Seeking Is Not Enough

Share
JD-prayer-letter.jpg

I remember the first time I thoughtfully read Luke 13:23–27. It almost knocked me out of my chair:

And someone said to him, “Lord, will those who are saved be few?” And he said to them, “Strive to enter through the narrow door. For many, I tell you, will seek to enter and will not be able. When once the master of the house has risen and shut the door, and you begin to stand outside and to knock at the door, saying, ‘Lord, open to us,’ then he will answer you, ‘I do not know where you come from.’ Then you will begin to say, ‘We ate and drank in your presence, and you taught in our streets.’ But he will say, ‘I tell you, I do not know where you come from. Depart from me, all you workers of evil!’”

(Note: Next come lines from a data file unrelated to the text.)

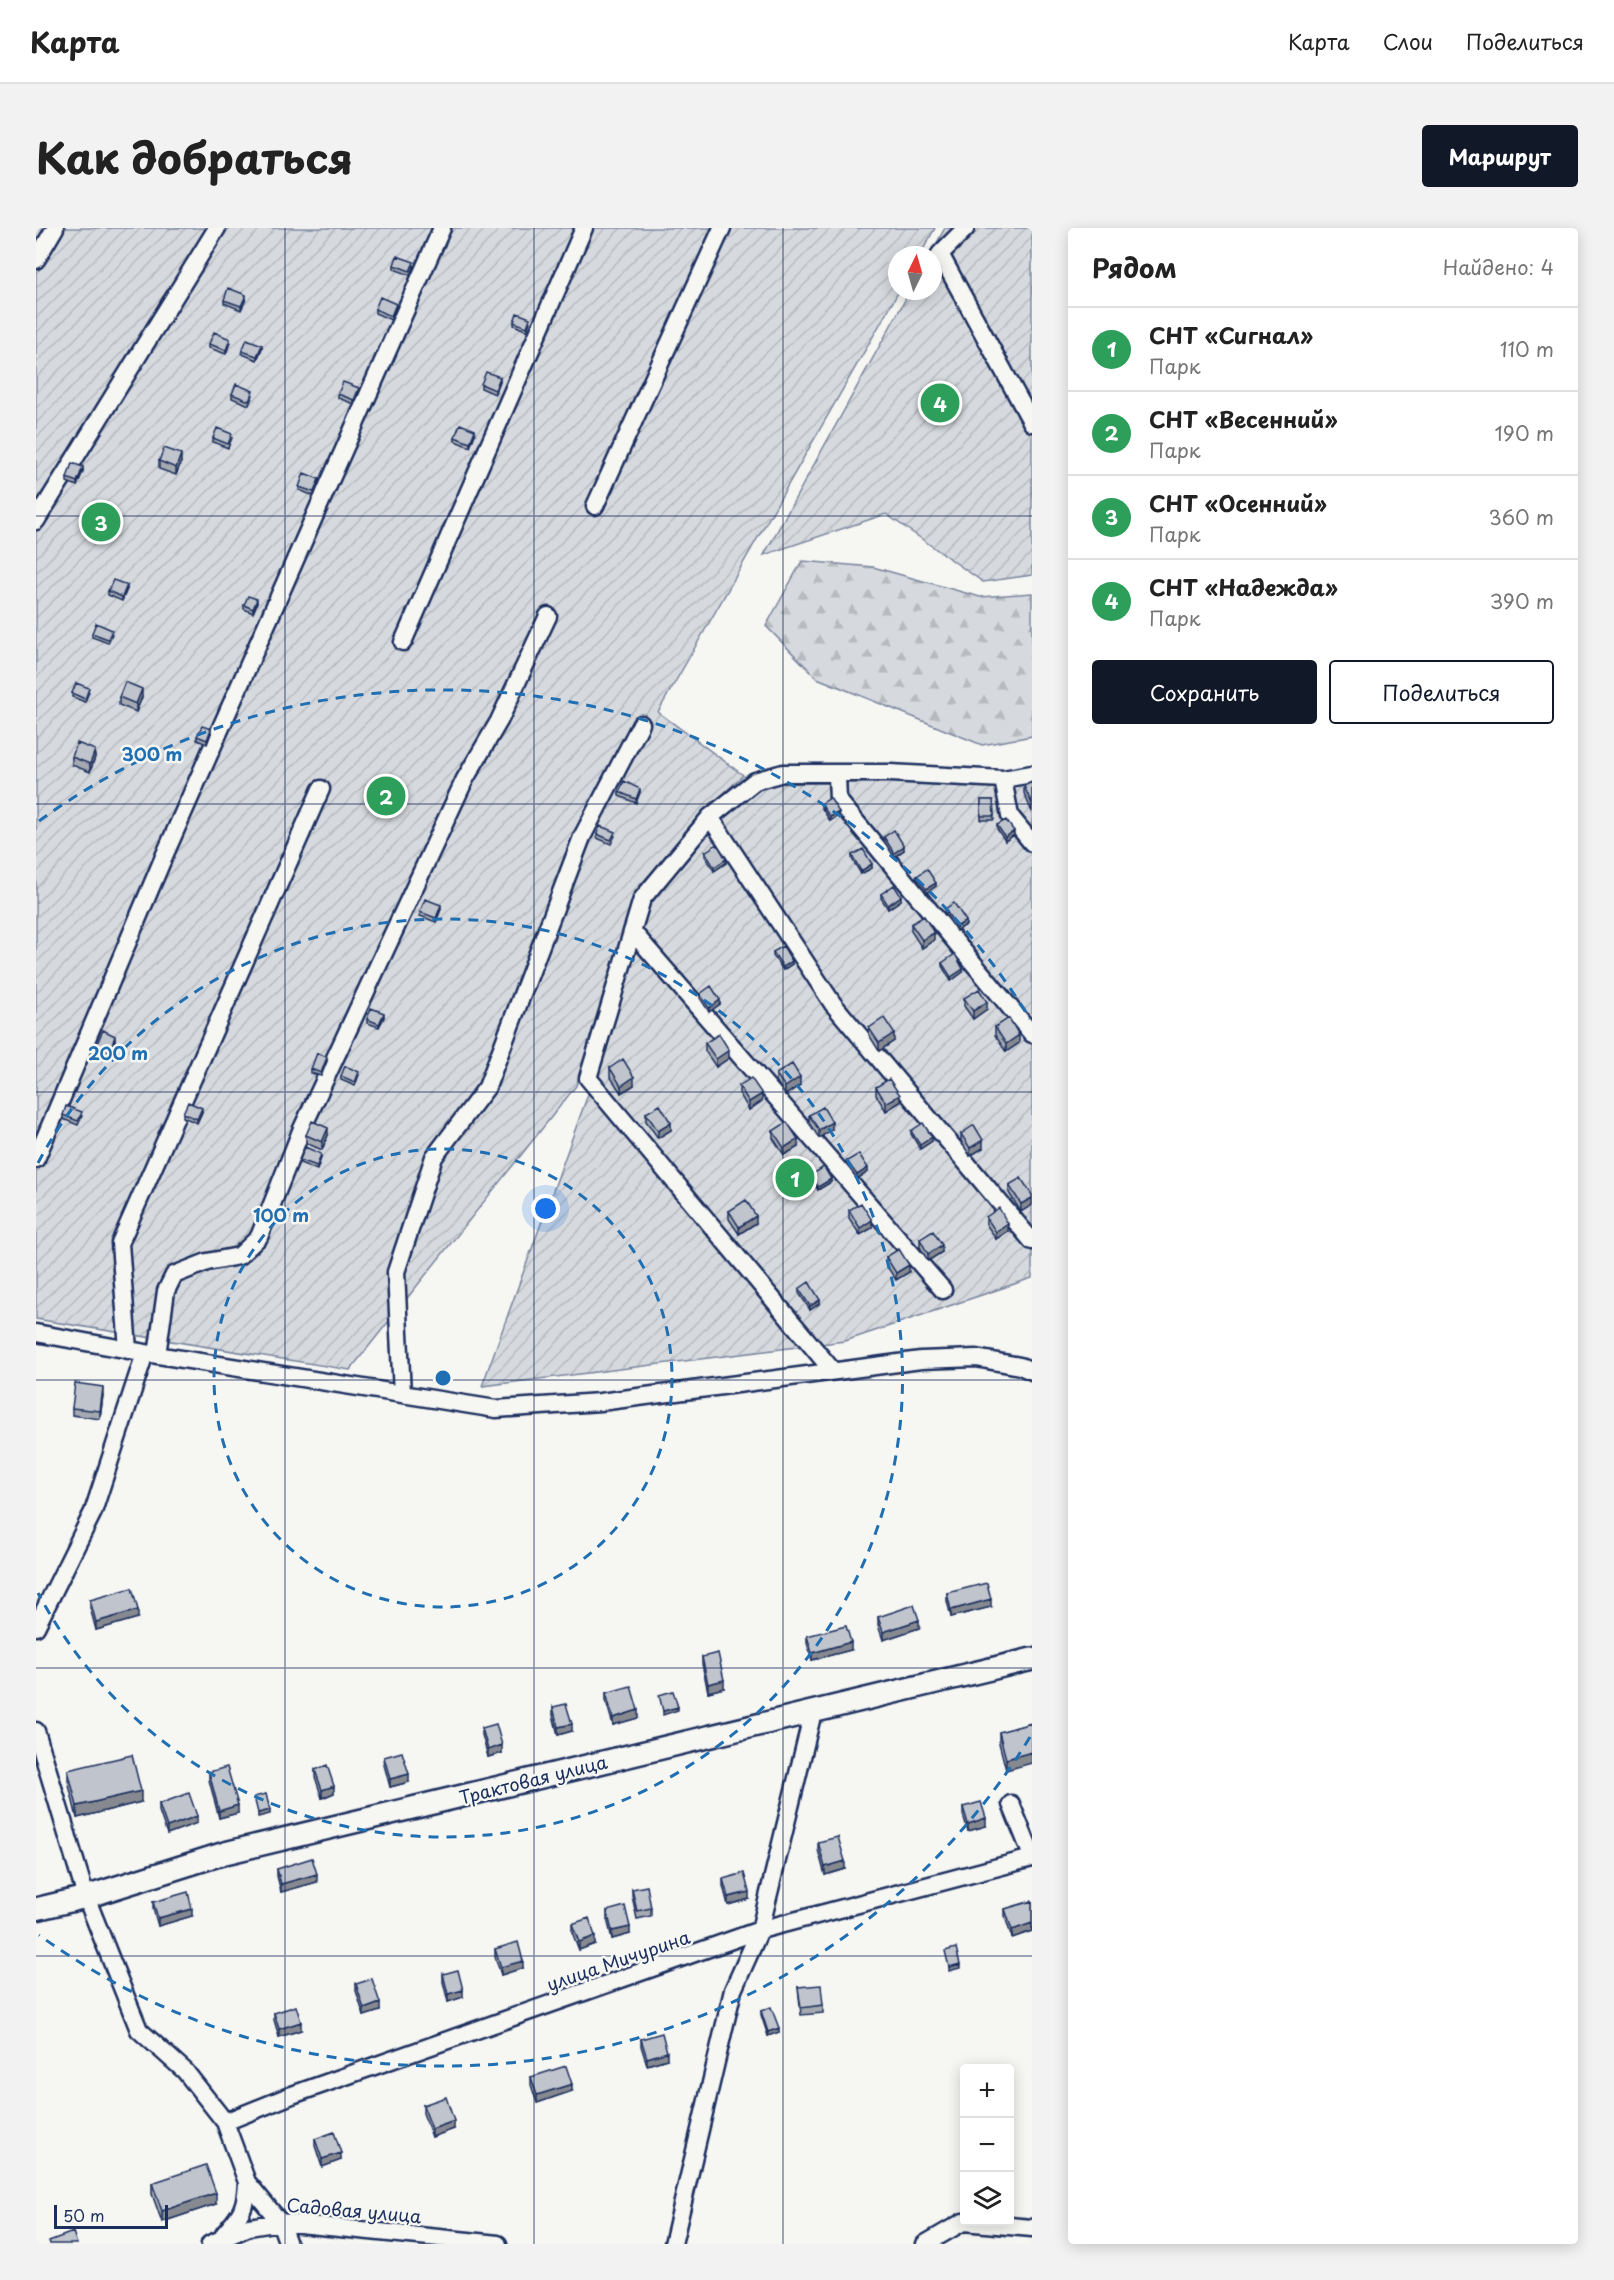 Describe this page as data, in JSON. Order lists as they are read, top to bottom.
{
  "streets": {
    "main road": ["Трактовая улица"],
    "street": ["улица Мичурина", "Садовая улица"]
  },
  "scale_bar": "50 m",
  "north": "top",
  "page": {
    "header": "Карта",
    "nav": ["Карта", "Слои", "Поделиться"],
    "title": "Как добраться",
    "buttons": [
      "Маршрут",
      ["Сохранить", "Поделиться"]
    ],
    "heading": ["Рядом", "Найдено: 4"],
    "list": [
      {
        "mark": "1",
        "name": "СНТ «Сигнал»",
        "note": "Парк",
        "value": "110 m"
      },
      {
        "mark": "2",
        "name": "СНТ «Весенний»",
        "note": "Парк",
        "value": "190 m"
      },
      {
        "mark": "3",
        "name": "СНТ «Осенний»",
        "note": "Парк",
        "value": "360 m"
      },
      {
        "mark": "4",
        "name": "СНТ «Надежда»",
        "note": "Парк",
        "value": "390 m"
      }
    ],
    "pins": [
      "4",
      "3",
      "2",
      "1"
    ],
    "map_buttons": ["+", "−"],
    "scale": "50 m"
  },
  "rings": ["300 m", "200 m", "100 m"]
}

What got me so excited that day is verse 24, in which the words “strive” and “seek” are placed side-by-side. There is a striving that obtains the kingdom of God, and there is a seeking that does not! The difference in the meaning of those two words is the difference between heaven and hell, so I want to ask what that difference is and then exhort us all to strive in the way Jesus is calling us to here.

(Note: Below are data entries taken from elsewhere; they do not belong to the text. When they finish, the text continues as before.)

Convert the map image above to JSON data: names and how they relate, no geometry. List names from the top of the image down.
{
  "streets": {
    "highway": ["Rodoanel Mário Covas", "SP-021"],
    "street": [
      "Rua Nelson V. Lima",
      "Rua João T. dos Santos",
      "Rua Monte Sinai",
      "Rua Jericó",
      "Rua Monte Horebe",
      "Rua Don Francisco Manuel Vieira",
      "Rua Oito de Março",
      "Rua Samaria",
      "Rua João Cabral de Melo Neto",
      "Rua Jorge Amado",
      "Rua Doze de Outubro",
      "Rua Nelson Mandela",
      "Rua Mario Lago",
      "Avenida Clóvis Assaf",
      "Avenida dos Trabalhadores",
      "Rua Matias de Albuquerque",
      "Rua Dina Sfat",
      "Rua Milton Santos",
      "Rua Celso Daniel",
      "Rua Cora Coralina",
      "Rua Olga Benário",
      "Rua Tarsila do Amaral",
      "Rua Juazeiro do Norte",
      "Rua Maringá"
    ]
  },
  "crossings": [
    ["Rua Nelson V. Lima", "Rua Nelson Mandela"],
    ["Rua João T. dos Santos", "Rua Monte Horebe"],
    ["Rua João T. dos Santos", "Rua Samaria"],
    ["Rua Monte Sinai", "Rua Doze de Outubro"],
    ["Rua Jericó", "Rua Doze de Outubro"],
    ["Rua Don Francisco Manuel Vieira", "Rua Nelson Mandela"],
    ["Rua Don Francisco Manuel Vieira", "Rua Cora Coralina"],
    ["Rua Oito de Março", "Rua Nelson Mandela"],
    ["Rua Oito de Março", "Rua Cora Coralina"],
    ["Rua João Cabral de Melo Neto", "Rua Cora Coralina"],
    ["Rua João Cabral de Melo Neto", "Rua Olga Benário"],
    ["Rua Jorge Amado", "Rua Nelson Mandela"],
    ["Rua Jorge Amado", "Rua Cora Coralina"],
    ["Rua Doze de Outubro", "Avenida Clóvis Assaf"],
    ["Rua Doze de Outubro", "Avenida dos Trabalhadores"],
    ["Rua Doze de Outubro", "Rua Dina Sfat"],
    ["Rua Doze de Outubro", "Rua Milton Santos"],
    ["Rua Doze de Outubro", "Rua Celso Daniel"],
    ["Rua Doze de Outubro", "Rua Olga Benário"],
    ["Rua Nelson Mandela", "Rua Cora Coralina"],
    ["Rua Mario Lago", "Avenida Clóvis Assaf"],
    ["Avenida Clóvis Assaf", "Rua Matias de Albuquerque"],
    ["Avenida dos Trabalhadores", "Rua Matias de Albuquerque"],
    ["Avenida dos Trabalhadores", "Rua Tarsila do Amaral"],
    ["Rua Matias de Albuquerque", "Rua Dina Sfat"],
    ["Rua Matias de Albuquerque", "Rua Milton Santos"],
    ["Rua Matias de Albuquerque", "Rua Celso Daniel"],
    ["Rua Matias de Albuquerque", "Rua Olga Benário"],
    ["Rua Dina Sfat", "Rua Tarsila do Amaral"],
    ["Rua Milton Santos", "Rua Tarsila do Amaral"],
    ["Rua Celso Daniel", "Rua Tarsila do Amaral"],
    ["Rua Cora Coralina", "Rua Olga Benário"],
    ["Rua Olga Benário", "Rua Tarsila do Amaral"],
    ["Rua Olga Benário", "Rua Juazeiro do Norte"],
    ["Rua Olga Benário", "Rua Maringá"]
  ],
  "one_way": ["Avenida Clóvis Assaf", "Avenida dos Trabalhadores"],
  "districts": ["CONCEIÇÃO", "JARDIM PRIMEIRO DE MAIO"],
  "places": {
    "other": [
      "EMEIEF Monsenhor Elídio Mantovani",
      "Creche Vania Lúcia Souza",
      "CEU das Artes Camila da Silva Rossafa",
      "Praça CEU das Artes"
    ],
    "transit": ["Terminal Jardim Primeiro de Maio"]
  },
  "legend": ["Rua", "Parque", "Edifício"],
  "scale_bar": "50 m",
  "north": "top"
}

The word strive (ἀγωνίζομαι in the Greek) seems to be closely related to fighting, athletic endeavors, or hard labor. Luke never uses the word elsewhere in his writing, but John quotes Jesus as saying, “If my kingdom were of this world, my servants would have been fighting (ἀγωνίζομαι)” (John 18:36). In 1 Corinthians 9:25, what the ESV translates as “athlete” is simply “one who strives” (ὁ ἀγωνιζόμενος). In fact, the word “strive,” as Jesus uses it in Luke, seems similar to Paul’s exhortation in 1 Corinthians 9:24:

“Do you not know that in a race all the runners run, but only one receives the prize? So run that you may obtain it.”

But what about the word “seek” in Luke 13:24? I will attempt to get at the meaning of this word through the context of the parable Jesus tells immediately afterward. Notice that the door has already been shut when the “seeker” comes (Luke 13:25). It is possible that the “seeker” is a person who realizes the truth too late (i.e. after he has died), but I think we can go one step deeper and ask why this “seeker” is so late. Just four chapters earlier in Luke 9:57–62, Jesus speaks with three men who are “seekers.” These men come to Jesus, desiring (at least on a surface level) to follow Him, but each one has a reason he cannot do it immediately. Something else is more pressing. I believe that this is the kind of seeking Jesus is referring to in Luke 13:24.

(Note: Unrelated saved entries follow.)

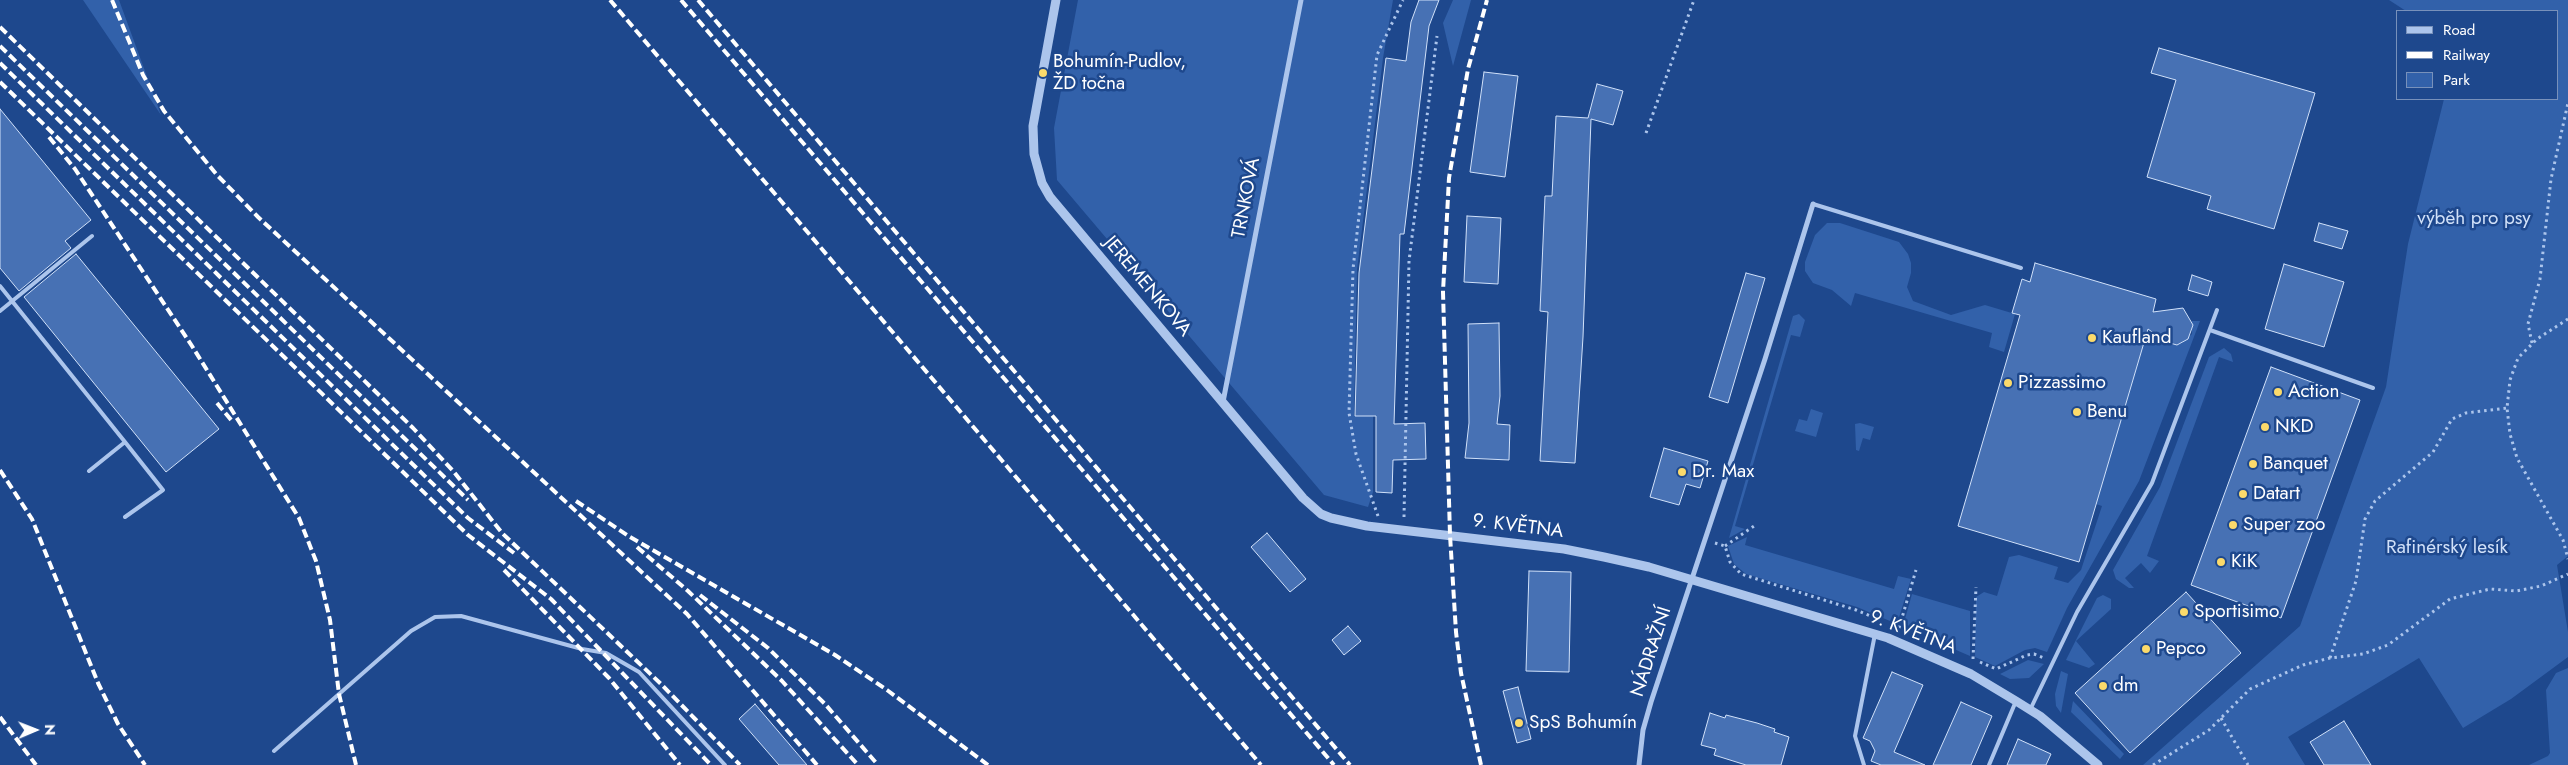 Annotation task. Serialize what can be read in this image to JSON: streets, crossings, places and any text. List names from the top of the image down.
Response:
{
  "streets": {
    "street": [
      "TRNKOVÁ",
      "JEREMENKOVA",
      "9. KVĚTNA",
      "NÁDRAŽNÍ"
    ]
  },
  "crossings": [
    ["TRNKOVÁ", "JEREMENKOVA"],
    ["JEREMENKOVA", "9. KVĚTNA"],
    ["9. KVĚTNA", "NÁDRAŽNÍ"]
  ],
  "parks": ["výběh pro psy", "Rafinérský lesík"],
  "places": [
    "Bohumín-Pudlov, ŽD točna",
    "Kaufland",
    "Pizzassimo",
    "Action",
    "Benu",
    "NKD",
    "Banquet",
    "Dr. Max",
    "Datart",
    "Super zoo",
    "KiK",
    "Sportisimo",
    "Pepco",
    "dm",
    "SpS Bohumín"
  ],
  "legend": ["Road", "Railway", "Park"],
  "north": "right"
}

So friends, I exhort you to let nothing hinder you from reaching the prize of Jesus Christ. Strive with all that is in you to run as though He is a treasure of the greatest value. My prayer for Bethlehem College & Seminary is that it would produce men and women who are consumed with striving after Jesus because the shocking reminder from this text is that the gate is narrow, which means few will find it (Matthew 7:14).

JD Hettema M.Div Graduate

Prayer Requests:

1. Pray wisdom for our faculty and staff as they participate in planning days today and tomorrow for the upcoming year.

2. Pray for our new students as they prepare for orientation and moving into housing next week. Pray for them and their parents as they adjust to life away from home and an academically rigorous schedule.

3. Pray for all our students and faculty as they prepare for a new school year.

4. Pray a hope-filled beginning of the year for all.